§ **Exercise prompt**: An unchanged copy of every record below, without pictures, is the goal.

**********

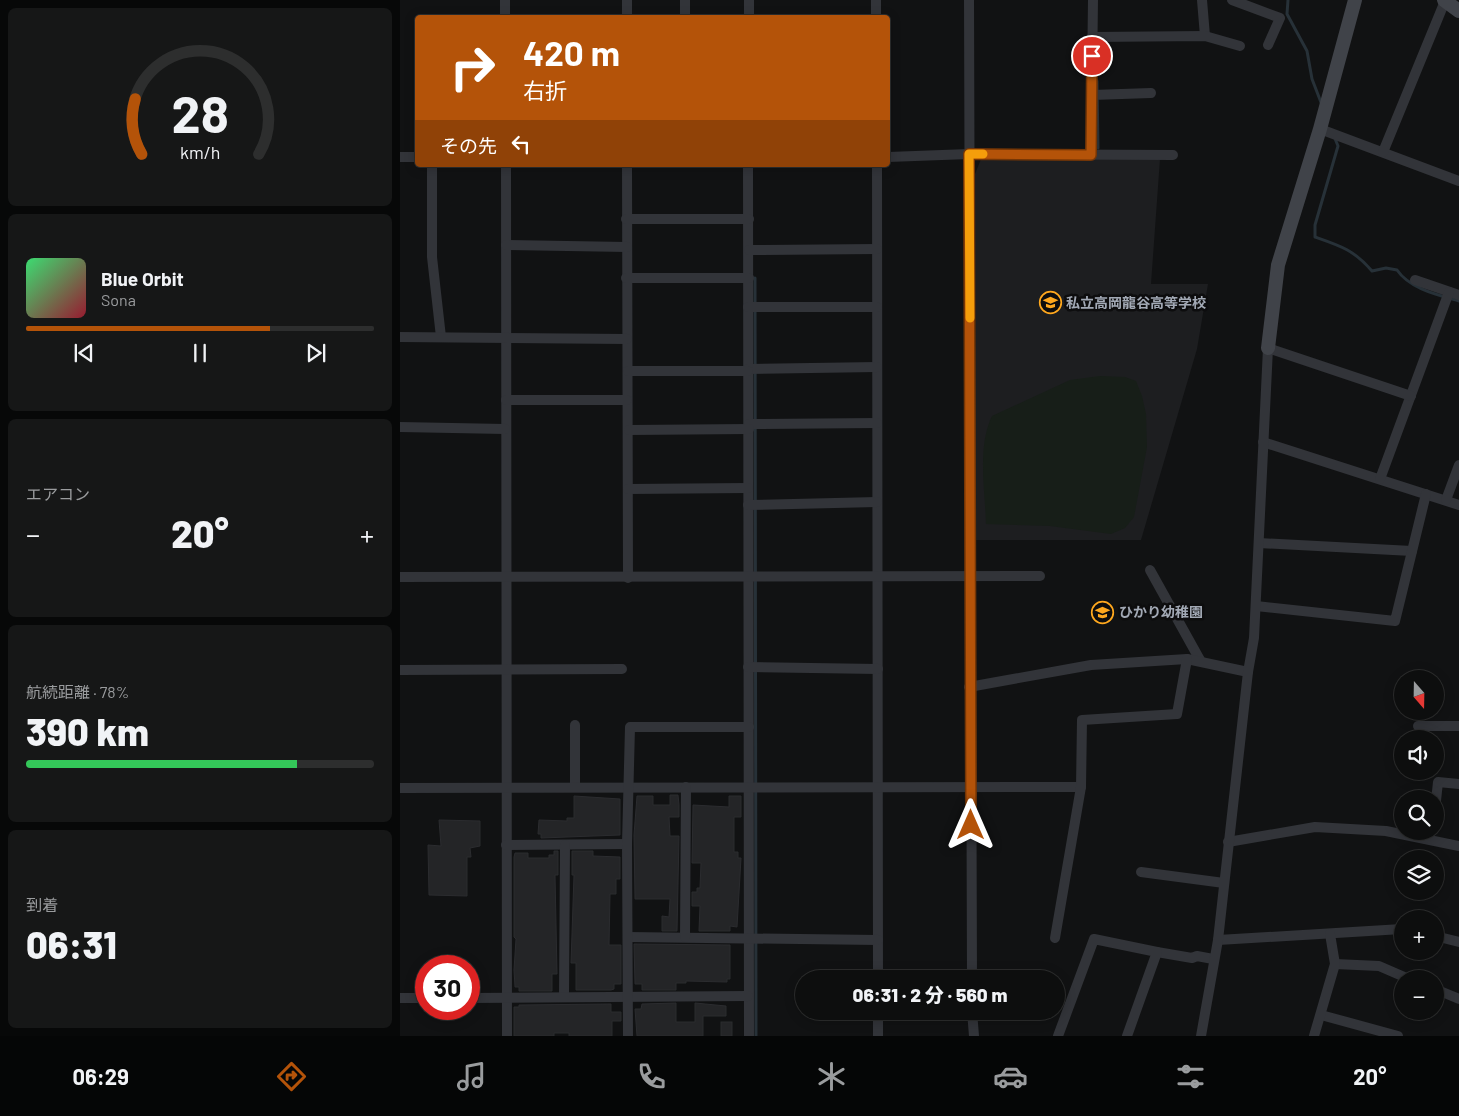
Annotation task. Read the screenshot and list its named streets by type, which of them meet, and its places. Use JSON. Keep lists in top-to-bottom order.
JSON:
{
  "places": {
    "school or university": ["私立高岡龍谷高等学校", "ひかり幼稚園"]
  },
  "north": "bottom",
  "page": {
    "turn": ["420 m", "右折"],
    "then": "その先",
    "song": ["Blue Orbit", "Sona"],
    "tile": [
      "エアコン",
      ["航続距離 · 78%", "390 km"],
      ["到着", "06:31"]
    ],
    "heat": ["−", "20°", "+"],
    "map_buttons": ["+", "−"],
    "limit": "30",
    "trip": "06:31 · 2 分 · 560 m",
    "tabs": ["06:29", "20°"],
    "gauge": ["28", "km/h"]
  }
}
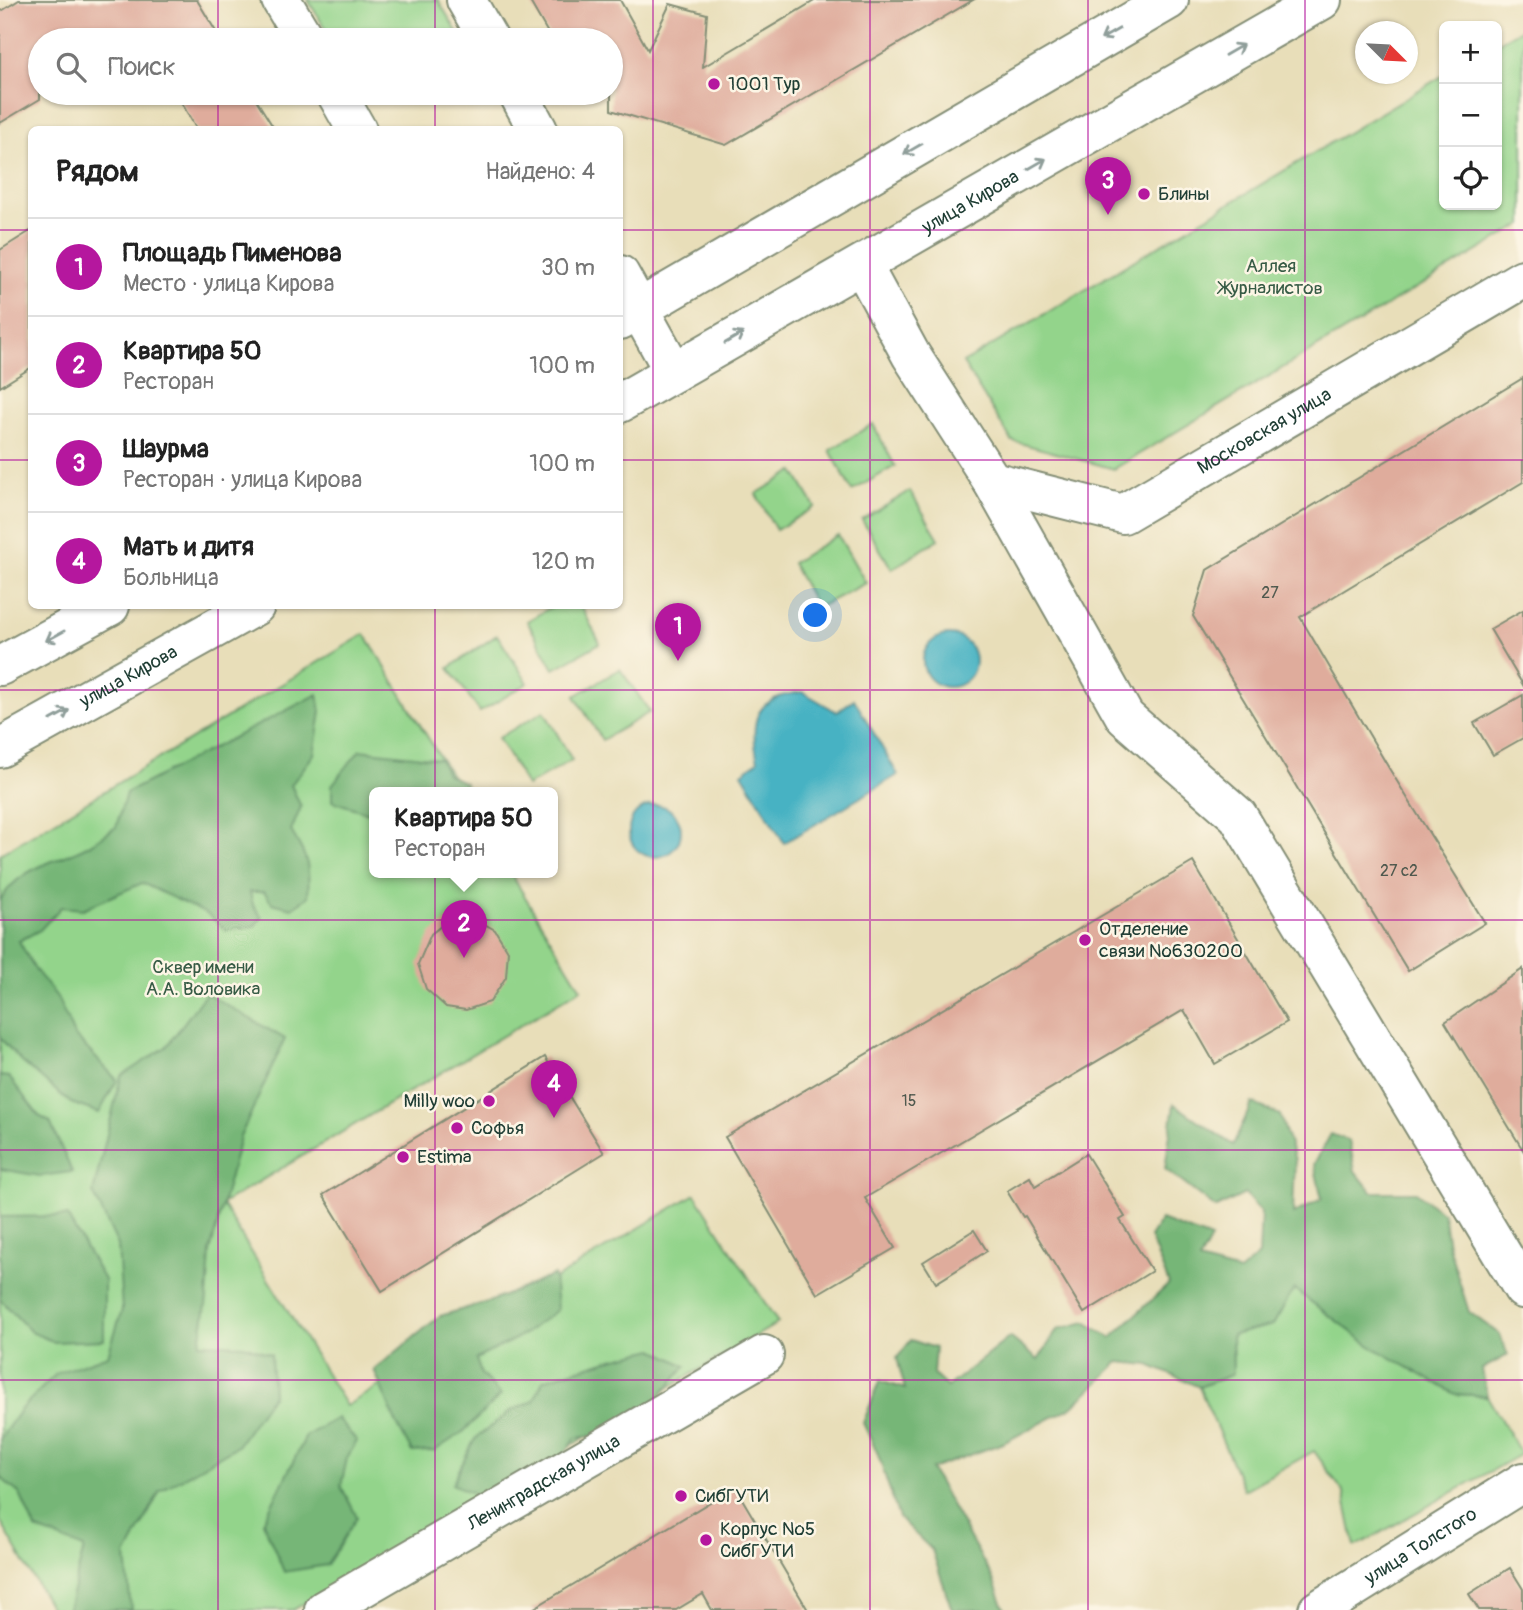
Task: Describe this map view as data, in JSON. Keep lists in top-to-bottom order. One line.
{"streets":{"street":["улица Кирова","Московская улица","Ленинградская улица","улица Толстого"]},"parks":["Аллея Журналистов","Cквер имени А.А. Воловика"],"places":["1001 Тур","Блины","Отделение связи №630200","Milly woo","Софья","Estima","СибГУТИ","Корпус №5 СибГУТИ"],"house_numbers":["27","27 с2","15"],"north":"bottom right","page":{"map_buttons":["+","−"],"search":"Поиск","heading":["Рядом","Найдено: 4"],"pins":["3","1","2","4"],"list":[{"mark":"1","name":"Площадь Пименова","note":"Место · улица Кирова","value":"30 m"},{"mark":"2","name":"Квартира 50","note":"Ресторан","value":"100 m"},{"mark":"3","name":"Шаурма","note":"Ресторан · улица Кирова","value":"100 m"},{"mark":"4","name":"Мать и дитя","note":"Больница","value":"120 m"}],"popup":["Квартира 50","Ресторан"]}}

**********

§ **Solution for this problem**:
Annotation task. Read the screenshot and list its named streets by type, which of them meet, and its places. Use JSON. Keep lists in top-to-bottom order.
JSON:
{
  "places": {
    "school or university": ["私立高岡龍谷高等学校", "ひかり幼稚園"]
  },
  "north": "bottom",
  "page": {
    "turn": ["420 m", "右折"],
    "then": "その先",
    "song": ["Blue Orbit", "Sona"],
    "tile": [
      "エアコン",
      ["航続距離 · 78%", "390 km"],
      ["到着", "06:31"]
    ],
    "heat": ["−", "20°", "+"],
    "map_buttons": ["+", "−"],
    "limit": "30",
    "trip": "06:31 · 2 分 · 560 m",
    "tabs": ["06:29", "20°"],
    "gauge": ["28", "km/h"]
  }
}
Task: Describe this map view as data, in JSON. Keep lists in top-to-bottom order. One line.
{"streets":{"street":["улица Кирова","Московская улица","Ленинградская улица","улица Толстого"]},"parks":["Аллея Журналистов","Cквер имени А.А. Воловика"],"places":["1001 Тур","Блины","Отделение связи №630200","Milly woo","Софья","Estima","СибГУТИ","Корпус №5 СибГУТИ"],"house_numbers":["27","27 с2","15"],"north":"bottom right","page":{"map_buttons":["+","−"],"search":"Поиск","heading":["Рядом","Найдено: 4"],"pins":["3","1","2","4"],"list":[{"mark":"1","name":"Площадь Пименова","note":"Место · улица Кирова","value":"30 m"},{"mark":"2","name":"Квартира 50","note":"Ресторан","value":"100 m"},{"mark":"3","name":"Шаурма","note":"Ресторан · улица Кирова","value":"100 m"},{"mark":"4","name":"Мать и дитя","note":"Больница","value":"120 m"}],"popup":["Квартира 50","Ресторан"]}}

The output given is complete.